The Poison King: The Life and Legend of Mithradates, Rome's Deadliest Enemy

Adrienne Mayor

Princeton University Press, 2009

Agent: Sandra Dijkstra

Machiavelli praised his military genius. European royalty sought out his secret elixir against poison. His life inspired Mozart's first opera, while for centuries poets and playwrights recited bloody, romantic tales of his victories, defeats, intrigues, concubines, and mysterious death. But until now no modern historian has recounted the full story of Mithradates, the ruthless king and visionary rebel who challenged the power of Rome in the first century BC. In this richly illustrated book--the first biography of Mithradates in fifty years--Adrienne Mayor combines a storyteller's gifts with the most recent archaeological and scientific discoveries to tell the tale of Mithradates as it has never been told before.


The Poison King describes a life brimming with spectacle and excitement. Claiming Alexander the Great and Darius of Persia as ancestors, Mithradates inherited a wealthy Black Sea kingdom at age fourteen after his mother poisoned his father. He fled into exile and returned in triumph to become a ruler of superb intelligence and fierce ambition. Hailed as a savior by his followers and feared as a second Hannibal by his enemies, he envisioned a grand Eastern empire to rival Rome. After massacring eighty thousand Roman citizens in 88 BC, he seized Greece and modern-day Turkey. Fighting some of the most spectacular battles in ancient history, he dragged Rome into a long round of wars and threatened to invade Italy itself. His uncanny ability to elude capture and surge back after devastating losses unnerved the Romans, while his mastery of poisons allowed him to foil assassination attempts and eliminate rivals.

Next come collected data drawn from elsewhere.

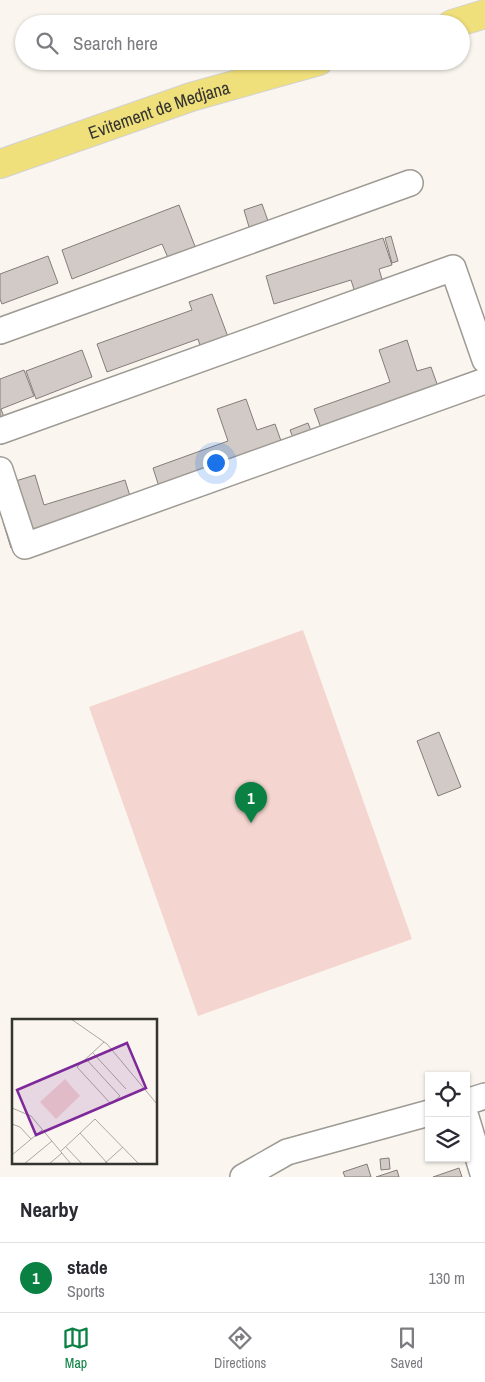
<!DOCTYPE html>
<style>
:root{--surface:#fff;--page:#f2f2f3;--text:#2b2b33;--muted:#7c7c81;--line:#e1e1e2;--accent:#0b8043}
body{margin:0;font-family:"Archivo Narrow",sans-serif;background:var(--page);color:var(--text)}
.controls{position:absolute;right:15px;bottom:15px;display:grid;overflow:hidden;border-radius:0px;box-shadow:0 1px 4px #0004}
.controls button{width:45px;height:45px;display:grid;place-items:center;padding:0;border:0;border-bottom:1px solid var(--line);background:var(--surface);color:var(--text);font:25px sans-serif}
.you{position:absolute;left:215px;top:462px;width:18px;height:18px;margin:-12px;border:4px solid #fff;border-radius:50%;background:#1a73e8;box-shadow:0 0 0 8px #1a73e833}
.badge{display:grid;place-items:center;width:32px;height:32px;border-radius:50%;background:var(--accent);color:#fff;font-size:16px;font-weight:700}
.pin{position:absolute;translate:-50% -41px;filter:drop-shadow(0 1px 2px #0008)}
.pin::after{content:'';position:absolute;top:26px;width:18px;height:15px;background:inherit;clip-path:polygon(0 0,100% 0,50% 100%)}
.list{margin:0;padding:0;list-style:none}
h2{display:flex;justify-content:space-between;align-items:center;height:65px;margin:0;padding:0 20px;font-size:21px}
h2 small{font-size:16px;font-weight:400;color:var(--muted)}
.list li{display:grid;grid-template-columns:32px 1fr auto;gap:15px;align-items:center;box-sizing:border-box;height:70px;padding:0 20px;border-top:1px solid var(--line)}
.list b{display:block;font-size:19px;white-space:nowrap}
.list p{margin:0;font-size:16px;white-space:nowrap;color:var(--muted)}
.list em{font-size:16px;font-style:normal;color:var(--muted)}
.icon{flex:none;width:28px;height:28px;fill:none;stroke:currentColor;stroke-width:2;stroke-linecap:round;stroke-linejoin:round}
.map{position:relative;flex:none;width:485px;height:1177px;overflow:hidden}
.search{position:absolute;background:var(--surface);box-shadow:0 1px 4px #0004;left:15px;right:15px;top:15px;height:55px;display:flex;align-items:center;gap:12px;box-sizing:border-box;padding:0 18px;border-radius:28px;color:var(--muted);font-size:19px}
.sheet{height:135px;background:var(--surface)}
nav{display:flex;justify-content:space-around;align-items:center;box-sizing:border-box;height:70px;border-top:1px solid var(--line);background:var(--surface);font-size:14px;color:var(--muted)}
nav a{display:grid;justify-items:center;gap:2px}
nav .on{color:var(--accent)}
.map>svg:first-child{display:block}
</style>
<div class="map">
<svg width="485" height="1177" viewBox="0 0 485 1177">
<rect width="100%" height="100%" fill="#faf6ef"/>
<polygon fill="#f4d5d0" points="303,630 412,939 198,1016 89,707"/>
<g fill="#d1cac6" stroke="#847d7a">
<polygon points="262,204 268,221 249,227 244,210"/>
<polygon points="179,205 196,249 169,260 162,244 72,279 62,250"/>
<polygon points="391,236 398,261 392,263 385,238"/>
<polygon points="383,238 392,265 379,269 389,303 361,311 351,280 274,304 266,276"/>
<polygon points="48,256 58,283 2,304 0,299 0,274"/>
<polygon points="212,294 231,345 203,355 198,339 107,372 97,344 192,310 189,302"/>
<polygon points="407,340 417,371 431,367 441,395 324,436 314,409 390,382 379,350"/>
<polygon points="82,350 92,377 36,399 26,371"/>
<polygon points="24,370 34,396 1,409 7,425 0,428 0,379"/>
<polygon points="246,399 257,430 275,424 285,452 162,496 153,468 228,441 217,409"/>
<polygon points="308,423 315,441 297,448 290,430"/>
<polygon points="35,475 44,505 125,480 134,509 11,548 3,522 17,518 6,484"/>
<polygon points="439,732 461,787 438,796 417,741"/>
<polygon points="389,1158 390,1169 381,1170 380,1159"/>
<polygon points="367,1164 371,1177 345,1177 343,1172"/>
<polygon points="459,1168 462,1177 433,1177"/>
<polygon points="397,1170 399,1177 376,1177"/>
</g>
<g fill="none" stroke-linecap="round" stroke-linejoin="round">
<defs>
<g id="minor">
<polyline points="0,331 410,183"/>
<polyline points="0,431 453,268 485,360"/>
<polyline points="0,470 25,546 485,381"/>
<polyline points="466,1102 485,1096"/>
<polyline points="466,1117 484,1177"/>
<polyline points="243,1177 287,1152 429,1113"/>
</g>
<g id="major">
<polyline points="452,24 485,14"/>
<path id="s1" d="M0,164L191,97L319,61"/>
</g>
</defs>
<use href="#minor" stroke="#9e9a94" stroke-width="28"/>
<use href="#major" stroke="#d3d2d2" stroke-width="30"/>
<use href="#minor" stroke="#fff" stroke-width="25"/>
<use href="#major" stroke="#efe07c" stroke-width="28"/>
</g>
<g text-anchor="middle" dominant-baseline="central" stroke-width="4" stroke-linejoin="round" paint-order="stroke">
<g font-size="18" fill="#353431" stroke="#faf6ef">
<text stroke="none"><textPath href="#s1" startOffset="168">Evitement de Medjana</textPath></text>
</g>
</g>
<g transform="translate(12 1019)">
<rect width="145" height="145" fill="#faf6ef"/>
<path d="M53,60L68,77L44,100L28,83Z" fill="#f4d5d0"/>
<path fill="none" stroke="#aba8a3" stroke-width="1" d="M59,0L95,25L145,85M81,34L114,70M74,40L108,77L99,85L65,48L92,23M0,89L19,97L59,145M0,105L8,108L19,120M68,114L96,145M54,128L70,145M49,132L83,100L127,145M0,136L30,111M12,145L40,122M37,145L50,134M92,145L111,128"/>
<path fill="#7d2999" fill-opacity="0.15" stroke="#7d2999" stroke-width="2.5" d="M115,24L134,69L24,116L5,71Z"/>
<rect width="145" height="145" fill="none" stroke="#353431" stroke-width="2.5"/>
</g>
</svg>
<div class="controls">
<button><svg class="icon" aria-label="locate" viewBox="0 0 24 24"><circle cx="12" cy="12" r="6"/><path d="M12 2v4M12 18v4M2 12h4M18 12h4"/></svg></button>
<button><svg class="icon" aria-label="layers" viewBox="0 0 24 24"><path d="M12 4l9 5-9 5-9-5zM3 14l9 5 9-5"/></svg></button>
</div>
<div class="you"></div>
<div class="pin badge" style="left:251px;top:823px">1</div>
<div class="search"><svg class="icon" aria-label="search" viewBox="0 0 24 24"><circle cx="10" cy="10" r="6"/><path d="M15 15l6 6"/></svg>Search here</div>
</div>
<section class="sheet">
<h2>Nearby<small></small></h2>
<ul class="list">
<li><span class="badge">1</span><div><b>stade</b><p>Sports</p></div><em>130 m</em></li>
</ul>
</section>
<nav>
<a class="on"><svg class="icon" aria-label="map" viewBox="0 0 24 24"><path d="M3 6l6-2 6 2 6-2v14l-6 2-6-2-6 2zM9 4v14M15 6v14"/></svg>Map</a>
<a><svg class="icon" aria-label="directions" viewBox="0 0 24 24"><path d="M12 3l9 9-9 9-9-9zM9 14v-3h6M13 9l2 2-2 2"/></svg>Directions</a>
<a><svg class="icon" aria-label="saved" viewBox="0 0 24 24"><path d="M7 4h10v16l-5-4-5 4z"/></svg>Saved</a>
</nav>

The Poison King is a gripping account of one of Rome's most relentless but least understood foes.

Accolades:

National Book Award Finalist 2009

Winner of the Gold Medal for Biography, Independent Publishers' Awards.

Honorable Mention for the 2010 PROSE Award in Biography & Autobiography, Association of American Publishers

Reviews:
"I read this biography as a layperson, not a scholar, but I can say without reservation that it's a wonderful reading experience, as bracing as a tonic, the perfect holiday gift for adventure-loving men and women. A finalist for this week's National Book Award, it's drenched in imaginative violence and disaster, but it also wears the blameless vestments of culture and antiquity. You can have all the fun of reading about a greedy villain being put to death by being made to "drink" molten gold, but still hide safe behind the excuse that you're just brushing up on your classics… The passion here is breathtaking."
Washington Post

 
"Prior depictions, particularly in popular culture, have shown a one-sided view of [the so-called Poison King] as a cruel tyrant. Mayor gives us a more nuanced view...placing him in his proper context as a Greco-Persian ruler following in the footsteps of his purported ancestor Alexander the Great. This distinctive and compelling book is sure to fascinate all readers interested in the ancient world or in understanding the historical politics of the Caucasus region."
Library Journal
 

"Mithradates should be a household name alongside his fellow rebels Hannibal, Cleopatra, Spartacus, and Attila. This detailed, juicy, entertaining, yet painstaking work of superb scholarship should finally give Mithradates the recognition he deserves."
Margaret George, author of Helen of Troy: A Novel
 

"Meticulous in its research, exciting in its narration, ambitious in its conception, The Poison King re-creates an era when much of the Mediterranean world rebelled against Rome. At the center of it all is the fascinating and frightening king who rallied the resistance: Mithradates. Mayor has written a terrific book."
Barry Strauss, author of The Spartacus War
 

"A fascination with the byways of ancient science, a wonderful eye for the telling detail, and a relish for floating theories that is almost buccaneering: these have always been the trademarks of Adrienne Mayor. Now, with this stirring biography of the toxicologist's favorite tyrant, she parades her gift for narrative as well. Thanks to Mayor, Mithradates has emerged from the shadows at last as one of Rome's most potent and remarkable enemies."
Tom Holland, author of Rubicon: The Last Years of the Roman Republic
 

"'He died old'--so A. E. Housman refers to the subject of Adrienne Mayor's latest enthralling book, Mithradates VI, king of Pontus. Pursuing her interest in deadly chemical and biological substances, she focuses here on the life and times of the hammer of the mighty Romans in the last century of the Republic, the hellenized oriental ruler finally nailed by Pompey the Great. Ruthless, aggressive, charming, manipulative, callous--was Mithradates a textbook sociopath? Read this exhilarating and penetrating biography to find out."
Paul Cartledge, author of Alexander the Great


"Adrienne Mayor's The Poison King is an intriguing and highly readable new biography of one of the most controversial figures of antiquity, Mithradates--ruthless Hellenistic king, genocidaire, terrorist, alchemist, implacable enemy of Rome. It is an important contribution to our understanding of the desperate measures some rulers were prepared to take to resist Rome's iron-fisted pursuit of empire."